Please work out how many of the lines below include "absolute". Only the number should be given.

○ ○ ○ ○ ○

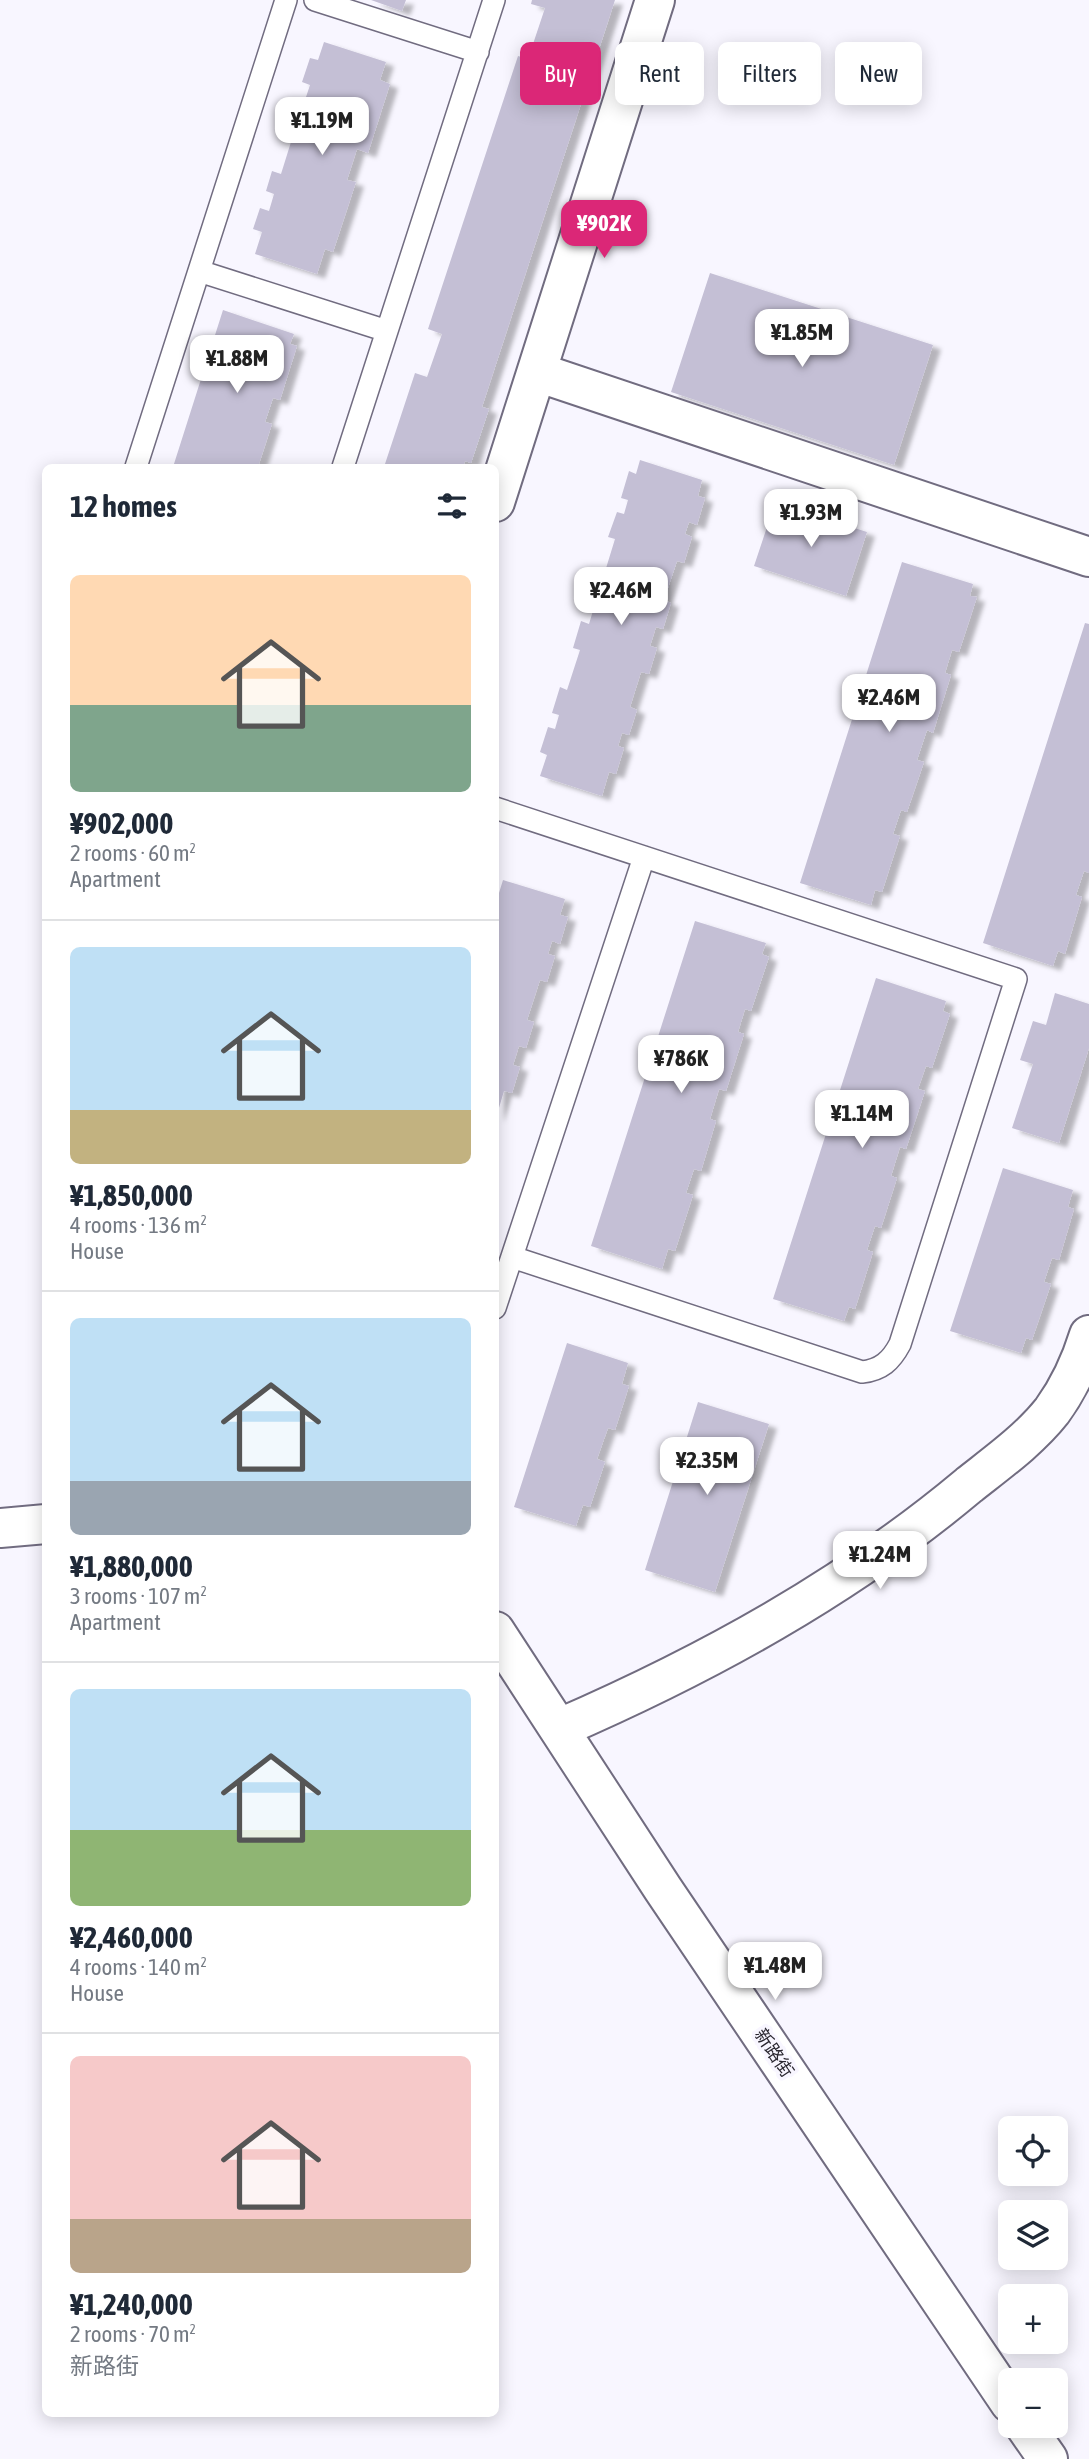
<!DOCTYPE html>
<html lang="en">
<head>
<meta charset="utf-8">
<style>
  body { margin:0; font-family:"Asap Condensed","Noto Sans SC",sans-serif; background:#f6f6f7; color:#1f2937; height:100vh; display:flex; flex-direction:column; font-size:26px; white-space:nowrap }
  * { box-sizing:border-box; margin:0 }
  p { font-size:23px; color:#747a83 }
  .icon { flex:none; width:38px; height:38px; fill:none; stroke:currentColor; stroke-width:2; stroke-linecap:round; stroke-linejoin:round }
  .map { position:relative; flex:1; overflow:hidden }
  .drawer { position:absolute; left:42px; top:464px; width:457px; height:1953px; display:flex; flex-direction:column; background:#fff; border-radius:10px; box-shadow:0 4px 18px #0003 }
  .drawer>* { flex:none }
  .banner { position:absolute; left:520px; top:42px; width:464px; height:63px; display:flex; gap:14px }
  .tools { position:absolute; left:998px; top:2116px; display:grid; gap:14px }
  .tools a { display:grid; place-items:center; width:70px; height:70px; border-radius:10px; background:#fff; box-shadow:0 4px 18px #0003; font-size:35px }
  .price { position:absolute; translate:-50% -60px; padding:0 16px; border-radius:14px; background:#fff; color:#222; font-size:23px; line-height:46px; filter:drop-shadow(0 2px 4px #0008) }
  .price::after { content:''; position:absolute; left:50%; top:42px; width:21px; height:16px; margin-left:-10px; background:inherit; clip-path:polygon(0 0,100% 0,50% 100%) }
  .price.current { background:#db2777; color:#fff }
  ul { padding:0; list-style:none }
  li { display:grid; align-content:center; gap:14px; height:371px; padding:0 28px }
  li+li { border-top:2px solid #e0e1e3 }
  li span { display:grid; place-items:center; height:217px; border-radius:10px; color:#555 }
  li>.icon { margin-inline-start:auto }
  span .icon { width:126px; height:126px; fill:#fffc; stroke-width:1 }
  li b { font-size:30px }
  h2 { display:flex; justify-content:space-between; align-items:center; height:84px; padding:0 28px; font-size:30px }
  .chip { padding:0 24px; border-radius:10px; background:#fff; box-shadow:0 4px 18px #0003; font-size:24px; line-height:63px }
  .chip.current { background:#db2777; color:#fff }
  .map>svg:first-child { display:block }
  .building { fill:#c4bfd5; filter:url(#shadow) }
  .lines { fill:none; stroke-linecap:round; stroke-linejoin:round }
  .service-casing { stroke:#716c80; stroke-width:24 }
  .minor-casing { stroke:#716c80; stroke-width:42 }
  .service { stroke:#fff; stroke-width:21 }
  .minor { stroke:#fff; stroke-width:38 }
  .labels { text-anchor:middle; stroke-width:7; stroke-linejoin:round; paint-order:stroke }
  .street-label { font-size:18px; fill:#2b2831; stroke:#f8f6ff }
</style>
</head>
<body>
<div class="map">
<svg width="1089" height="2459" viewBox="0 0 1089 2459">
  <defs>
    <filter id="shadow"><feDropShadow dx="8" dy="4.5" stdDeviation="2" flood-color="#0004"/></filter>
  </defs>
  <rect width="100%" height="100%" fill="#f8f6ff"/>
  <path class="building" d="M 371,0 L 406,0 L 402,11 Z
    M 532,0 L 615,0 L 482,407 L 489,409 L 471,463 L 465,461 L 463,467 L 384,467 L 415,373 L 427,377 L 442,334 L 428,329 L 518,56 L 528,59 L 545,8 L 531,4 Z
    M 324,42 L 386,62 L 380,80 L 390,84 L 368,153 L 357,149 L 347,180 L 356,182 L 333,252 L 325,249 L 317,274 L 255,254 L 262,232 L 253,229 L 260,208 L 269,211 L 274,194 L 266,191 L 272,171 L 281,174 L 296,126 L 288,124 L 297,98 L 305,100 L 310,85 L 302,82 L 310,58 L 318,60 Z
    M 710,273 L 933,345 L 894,465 L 671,392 Z
    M 223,310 L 294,334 L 290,344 L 297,346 L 280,400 L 273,398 L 265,422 L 272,424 L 258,467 L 173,467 Z
    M 640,460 L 702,480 L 698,496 L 705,498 L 697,525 L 689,522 L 685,534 L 692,537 L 684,563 L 677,561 L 664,600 L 671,603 L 663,629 L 656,627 L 650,646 L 657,648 L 649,674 L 641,672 L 630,707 L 637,710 L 629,735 L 622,733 L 618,746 L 624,748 L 616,774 L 609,772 L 602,796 L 540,776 L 547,755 L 540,752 L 548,727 L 555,729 L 559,715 L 552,713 L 560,687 L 567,690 L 580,650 L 573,648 L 581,621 L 589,624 L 595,604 L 587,602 L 596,576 L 603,578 L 615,539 L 608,537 L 617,512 L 624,514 L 628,500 L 621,498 L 629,471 L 636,474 Z
    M 775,503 L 867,532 L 846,596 L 754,566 Z
    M 902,562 L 973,584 L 970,596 L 977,597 L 959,652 L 952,650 L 945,673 L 951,675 L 933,733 L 927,730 L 917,760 L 924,762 L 907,812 L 901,810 L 893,834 L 900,836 L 882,892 L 875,890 L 871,905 L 800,883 Z
    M 1085,623 L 1089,624 L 1089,873 L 1084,871 L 1076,895 L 1082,897 L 1065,954 L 1058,951 L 1053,966 L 983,943 Z
    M 503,880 L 565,899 L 560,915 L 568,917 L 560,944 L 552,941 L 548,954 L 555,956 L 547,982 L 540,980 L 527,1020 L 534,1022 L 526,1048 L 519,1046 L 513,1065 L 520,1067 L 512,1093 L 504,1091 L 496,1118 L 495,892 L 499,893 Z
    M 695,921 L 766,943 L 762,954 L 769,957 L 751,1011 L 745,1009 L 738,1032 L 744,1034 L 726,1091 L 719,1089 L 710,1119 L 716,1121 L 701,1171 L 694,1169 L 686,1193 L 693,1195 L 675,1251 L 668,1249 L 662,1269 L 591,1246 Z
    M 876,978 L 946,1001 L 943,1011 L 950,1014 L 932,1068 L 926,1066 L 918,1089 L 925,1091 L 906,1149 L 900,1147 L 891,1176 L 897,1178 L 881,1228 L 875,1226 L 867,1250 L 873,1252 L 855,1309 L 849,1307 L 844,1321 L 773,1299 Z
    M 1055,993 L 1089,1004 L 1089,1048 L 1059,1143 L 1012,1128 L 1033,1064 L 1020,1060 L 1033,1021 L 1046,1025 Z
    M 1003,1168 L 1073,1190 L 1068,1207 L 1074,1209 L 1059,1260 L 1052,1258 L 1044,1282 L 1051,1284 L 1032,1340 L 1026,1338 L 1021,1353 L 950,1331 Z
    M 567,1343 L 628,1363 L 622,1384 L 629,1386 L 615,1430 L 608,1428 L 597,1459 L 605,1462 L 590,1507 L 583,1505 L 576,1526 L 514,1507 Z
    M 698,1402 L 769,1424 L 715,1592 L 645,1570 Z"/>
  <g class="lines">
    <g class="service-casing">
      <path id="service" d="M 315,0 L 478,52
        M 199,271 L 387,331
        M 136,467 L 286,0
        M 343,467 L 494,0
        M 495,808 L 1016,979 L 900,1344 C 891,1361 881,1370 862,1372 L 512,1257
        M 495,1308 L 644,857"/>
    </g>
    <g class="minor-casing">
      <path id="minor" d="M 537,372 L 1089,557
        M 495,502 L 655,0
        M 0,1528 L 46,1524
        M 495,1631 L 663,1889 L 1010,2403
        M 560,1728 C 707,1664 846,1588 969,1485 C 998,1462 1029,1440 1052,1411 C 1068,1389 1081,1361 1089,1335
        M 1025,2426 L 1048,2459"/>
    </g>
    <use href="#service" class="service"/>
    <use href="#minor" class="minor"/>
  </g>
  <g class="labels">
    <g class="street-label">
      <text transform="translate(774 2053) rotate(56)" y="6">新路街</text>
    </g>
  </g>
</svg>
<div class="tools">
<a><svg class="icon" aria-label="locate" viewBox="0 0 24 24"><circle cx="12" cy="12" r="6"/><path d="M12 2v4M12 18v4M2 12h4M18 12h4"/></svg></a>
<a><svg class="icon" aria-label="layers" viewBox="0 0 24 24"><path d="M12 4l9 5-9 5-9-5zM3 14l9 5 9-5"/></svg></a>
<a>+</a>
<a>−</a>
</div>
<b class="price" style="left:322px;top:157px">¥1.19M</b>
<b class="price current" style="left:604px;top:260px">¥902K</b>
<b class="price" style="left:802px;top:369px">¥1.85M</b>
<b class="price" style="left:237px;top:395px">¥1.88M</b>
<b class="price" style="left:811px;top:549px">¥1.93M</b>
<b class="price" style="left:621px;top:627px">¥2.46M</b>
<b class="price" style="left:889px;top:734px">¥2.46M</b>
<b class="price" style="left:681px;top:1095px">¥786K</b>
<b class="price" style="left:862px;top:1150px">¥1.14M</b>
<b class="price" style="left:707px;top:1497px">¥2.35M</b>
<b class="price" style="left:880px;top:1591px">¥1.24M</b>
<b class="price" style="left:775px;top:2002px">¥1.48M</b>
<div class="banner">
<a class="chip current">Buy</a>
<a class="chip">Rent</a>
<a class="chip">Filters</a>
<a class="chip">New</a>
</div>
<section class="drawer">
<h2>12 homes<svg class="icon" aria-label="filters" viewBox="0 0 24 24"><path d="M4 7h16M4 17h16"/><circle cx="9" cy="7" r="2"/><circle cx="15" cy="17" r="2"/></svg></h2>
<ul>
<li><span style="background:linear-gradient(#ffd9b3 60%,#7fa58c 0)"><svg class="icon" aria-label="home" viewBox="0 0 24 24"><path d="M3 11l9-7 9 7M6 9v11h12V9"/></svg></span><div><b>¥902,000</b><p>2 rooms · 60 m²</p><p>Apartment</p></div></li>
<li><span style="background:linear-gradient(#bfe0f5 75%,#c2b280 0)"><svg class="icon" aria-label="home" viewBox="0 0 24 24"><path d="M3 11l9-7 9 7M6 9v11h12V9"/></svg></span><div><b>¥1,850,000</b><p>4 rooms · 136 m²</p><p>House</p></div></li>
<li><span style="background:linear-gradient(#bfe0f5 75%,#9aa5b1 0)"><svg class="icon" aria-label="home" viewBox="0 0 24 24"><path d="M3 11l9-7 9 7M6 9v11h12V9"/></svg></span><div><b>¥1,880,000</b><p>3 rooms · 107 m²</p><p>Apartment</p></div></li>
<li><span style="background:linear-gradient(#bfe0f5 65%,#8fb573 0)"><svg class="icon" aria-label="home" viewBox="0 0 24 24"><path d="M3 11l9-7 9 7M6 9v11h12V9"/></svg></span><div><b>¥2,460,000</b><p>4 rooms · 140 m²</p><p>House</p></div></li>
<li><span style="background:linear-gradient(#f6c9c9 75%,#b9a48a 0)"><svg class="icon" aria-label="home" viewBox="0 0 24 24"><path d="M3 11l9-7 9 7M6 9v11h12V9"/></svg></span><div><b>¥1,240,000</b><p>2 rooms · 70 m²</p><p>新路街</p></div></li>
</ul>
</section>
</div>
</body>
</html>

○ ○ ○ ○ ○

## [RESULT OF THIS EXERCISE]
5